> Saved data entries
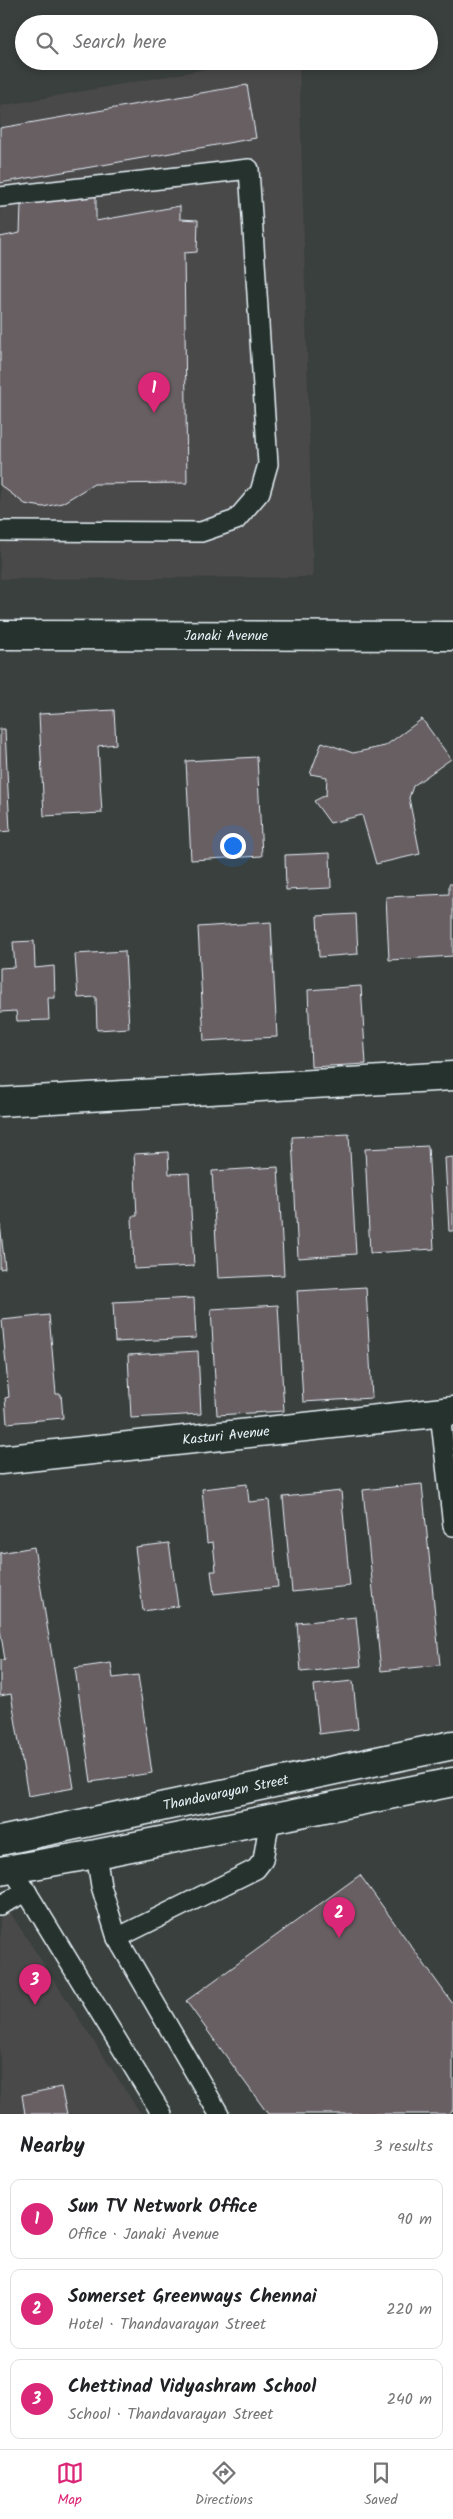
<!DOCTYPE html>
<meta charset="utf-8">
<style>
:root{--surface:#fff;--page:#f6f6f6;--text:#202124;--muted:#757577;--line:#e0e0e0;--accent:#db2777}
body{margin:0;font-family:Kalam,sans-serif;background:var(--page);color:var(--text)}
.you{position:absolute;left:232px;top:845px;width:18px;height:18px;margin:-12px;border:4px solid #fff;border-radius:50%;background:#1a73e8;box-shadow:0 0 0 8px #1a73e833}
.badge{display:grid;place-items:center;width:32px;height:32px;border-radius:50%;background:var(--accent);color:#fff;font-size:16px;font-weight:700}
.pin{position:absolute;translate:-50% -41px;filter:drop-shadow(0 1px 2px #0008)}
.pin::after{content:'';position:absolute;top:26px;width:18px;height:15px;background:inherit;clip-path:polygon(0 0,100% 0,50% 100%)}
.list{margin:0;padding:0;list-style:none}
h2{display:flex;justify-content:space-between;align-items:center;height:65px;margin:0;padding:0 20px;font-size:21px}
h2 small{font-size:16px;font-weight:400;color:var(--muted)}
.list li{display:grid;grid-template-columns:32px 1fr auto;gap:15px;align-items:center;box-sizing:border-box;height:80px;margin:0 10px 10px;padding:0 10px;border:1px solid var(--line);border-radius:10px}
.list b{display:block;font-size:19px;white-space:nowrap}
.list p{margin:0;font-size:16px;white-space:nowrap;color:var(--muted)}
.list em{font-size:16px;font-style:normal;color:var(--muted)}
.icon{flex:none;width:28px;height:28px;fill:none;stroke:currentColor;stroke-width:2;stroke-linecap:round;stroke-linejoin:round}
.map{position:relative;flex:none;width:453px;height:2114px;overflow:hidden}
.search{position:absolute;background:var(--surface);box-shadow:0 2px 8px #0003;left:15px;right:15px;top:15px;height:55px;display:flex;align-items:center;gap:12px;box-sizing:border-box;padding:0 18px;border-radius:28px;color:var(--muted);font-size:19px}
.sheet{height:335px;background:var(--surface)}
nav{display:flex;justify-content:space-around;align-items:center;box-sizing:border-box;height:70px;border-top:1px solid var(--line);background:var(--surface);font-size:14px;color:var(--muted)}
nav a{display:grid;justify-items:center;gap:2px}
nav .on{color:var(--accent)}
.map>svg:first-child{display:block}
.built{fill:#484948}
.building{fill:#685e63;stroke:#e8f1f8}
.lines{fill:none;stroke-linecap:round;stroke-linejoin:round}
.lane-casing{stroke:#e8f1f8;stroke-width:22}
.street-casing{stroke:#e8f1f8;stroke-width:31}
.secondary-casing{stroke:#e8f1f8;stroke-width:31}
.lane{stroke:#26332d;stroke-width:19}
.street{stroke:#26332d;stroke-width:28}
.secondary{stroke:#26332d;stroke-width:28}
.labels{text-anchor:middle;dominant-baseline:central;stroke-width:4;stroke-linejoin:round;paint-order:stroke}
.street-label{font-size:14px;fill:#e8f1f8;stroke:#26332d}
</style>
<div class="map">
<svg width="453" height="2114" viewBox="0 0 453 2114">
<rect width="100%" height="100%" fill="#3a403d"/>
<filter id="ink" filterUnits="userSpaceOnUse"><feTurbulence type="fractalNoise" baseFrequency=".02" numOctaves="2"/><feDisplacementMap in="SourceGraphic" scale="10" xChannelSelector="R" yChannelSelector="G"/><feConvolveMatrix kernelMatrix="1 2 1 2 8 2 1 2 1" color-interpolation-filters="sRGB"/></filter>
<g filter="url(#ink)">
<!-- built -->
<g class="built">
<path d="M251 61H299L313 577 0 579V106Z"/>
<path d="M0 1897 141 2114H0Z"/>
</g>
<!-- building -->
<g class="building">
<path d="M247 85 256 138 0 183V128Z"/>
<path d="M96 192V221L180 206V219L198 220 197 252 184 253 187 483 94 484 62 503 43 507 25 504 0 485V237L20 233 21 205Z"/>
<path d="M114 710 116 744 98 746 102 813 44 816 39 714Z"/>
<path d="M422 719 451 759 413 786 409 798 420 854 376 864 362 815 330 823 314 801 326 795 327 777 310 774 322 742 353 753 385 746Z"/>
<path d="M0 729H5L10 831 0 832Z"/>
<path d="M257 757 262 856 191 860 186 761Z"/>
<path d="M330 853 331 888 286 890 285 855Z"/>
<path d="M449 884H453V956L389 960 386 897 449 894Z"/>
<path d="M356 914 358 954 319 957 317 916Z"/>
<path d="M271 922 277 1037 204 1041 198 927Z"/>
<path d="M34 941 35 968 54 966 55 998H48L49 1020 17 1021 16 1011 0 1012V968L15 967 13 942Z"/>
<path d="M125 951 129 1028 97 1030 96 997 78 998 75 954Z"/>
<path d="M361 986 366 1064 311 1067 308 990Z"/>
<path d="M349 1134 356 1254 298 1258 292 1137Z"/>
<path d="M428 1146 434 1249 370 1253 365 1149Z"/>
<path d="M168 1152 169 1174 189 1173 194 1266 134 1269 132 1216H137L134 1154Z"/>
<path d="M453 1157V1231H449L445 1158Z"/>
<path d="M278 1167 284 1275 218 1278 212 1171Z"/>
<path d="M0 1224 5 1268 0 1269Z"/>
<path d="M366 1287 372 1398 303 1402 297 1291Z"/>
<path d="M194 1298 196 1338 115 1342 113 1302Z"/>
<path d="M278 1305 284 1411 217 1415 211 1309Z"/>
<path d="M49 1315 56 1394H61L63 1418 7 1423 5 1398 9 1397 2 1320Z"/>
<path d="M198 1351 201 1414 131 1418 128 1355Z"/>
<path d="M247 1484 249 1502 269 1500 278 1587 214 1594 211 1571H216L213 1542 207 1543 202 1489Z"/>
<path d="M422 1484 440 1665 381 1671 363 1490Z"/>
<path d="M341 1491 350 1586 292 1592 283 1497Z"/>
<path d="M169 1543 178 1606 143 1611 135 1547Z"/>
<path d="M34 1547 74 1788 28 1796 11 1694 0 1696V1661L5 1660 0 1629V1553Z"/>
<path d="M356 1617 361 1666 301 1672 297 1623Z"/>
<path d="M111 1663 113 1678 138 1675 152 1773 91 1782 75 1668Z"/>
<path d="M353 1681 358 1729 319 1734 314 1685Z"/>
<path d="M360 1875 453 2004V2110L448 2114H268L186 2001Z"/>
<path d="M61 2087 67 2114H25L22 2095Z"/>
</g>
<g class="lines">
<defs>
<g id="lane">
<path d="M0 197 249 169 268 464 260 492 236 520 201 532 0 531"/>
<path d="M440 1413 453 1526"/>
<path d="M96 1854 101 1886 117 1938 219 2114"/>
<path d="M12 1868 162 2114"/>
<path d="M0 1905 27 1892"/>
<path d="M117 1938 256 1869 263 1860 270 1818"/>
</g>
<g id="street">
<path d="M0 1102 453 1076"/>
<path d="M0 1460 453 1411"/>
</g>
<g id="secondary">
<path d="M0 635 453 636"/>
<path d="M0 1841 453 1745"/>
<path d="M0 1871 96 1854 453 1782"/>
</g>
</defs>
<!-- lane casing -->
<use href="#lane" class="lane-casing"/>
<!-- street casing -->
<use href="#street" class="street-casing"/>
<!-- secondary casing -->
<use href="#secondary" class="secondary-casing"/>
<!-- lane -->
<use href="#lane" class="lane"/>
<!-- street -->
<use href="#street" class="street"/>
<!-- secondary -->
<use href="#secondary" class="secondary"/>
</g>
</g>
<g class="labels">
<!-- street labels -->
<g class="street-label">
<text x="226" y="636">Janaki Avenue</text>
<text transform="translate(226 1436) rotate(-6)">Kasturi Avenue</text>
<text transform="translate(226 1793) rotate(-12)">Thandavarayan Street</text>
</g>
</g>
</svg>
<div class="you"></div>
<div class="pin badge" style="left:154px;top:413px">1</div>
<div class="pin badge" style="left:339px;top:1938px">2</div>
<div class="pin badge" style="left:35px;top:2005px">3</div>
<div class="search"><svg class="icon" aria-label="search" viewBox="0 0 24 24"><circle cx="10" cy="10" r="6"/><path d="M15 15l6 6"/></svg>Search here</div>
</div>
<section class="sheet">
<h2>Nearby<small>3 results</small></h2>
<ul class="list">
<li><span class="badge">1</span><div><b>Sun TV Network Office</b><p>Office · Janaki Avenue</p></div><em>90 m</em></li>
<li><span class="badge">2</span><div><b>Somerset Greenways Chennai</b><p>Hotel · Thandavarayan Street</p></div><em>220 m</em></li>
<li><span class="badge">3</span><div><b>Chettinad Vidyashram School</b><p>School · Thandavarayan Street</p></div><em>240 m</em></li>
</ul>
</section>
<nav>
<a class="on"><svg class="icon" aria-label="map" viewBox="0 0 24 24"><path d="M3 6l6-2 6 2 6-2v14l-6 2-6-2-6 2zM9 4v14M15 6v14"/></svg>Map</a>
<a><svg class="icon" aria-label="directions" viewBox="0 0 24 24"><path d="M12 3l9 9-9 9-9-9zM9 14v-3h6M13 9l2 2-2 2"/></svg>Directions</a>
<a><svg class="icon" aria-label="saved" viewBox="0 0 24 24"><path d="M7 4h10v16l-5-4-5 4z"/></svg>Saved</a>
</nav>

> Exercise brief
Which lines hold the word "nowrap"? Return all of them from the records above.

> Answer section
.list b{display:block;font-size:19px;white-space:nowrap}
.list p{margin:0;font-size:16px;white-space:nowrap;color:var(--muted)}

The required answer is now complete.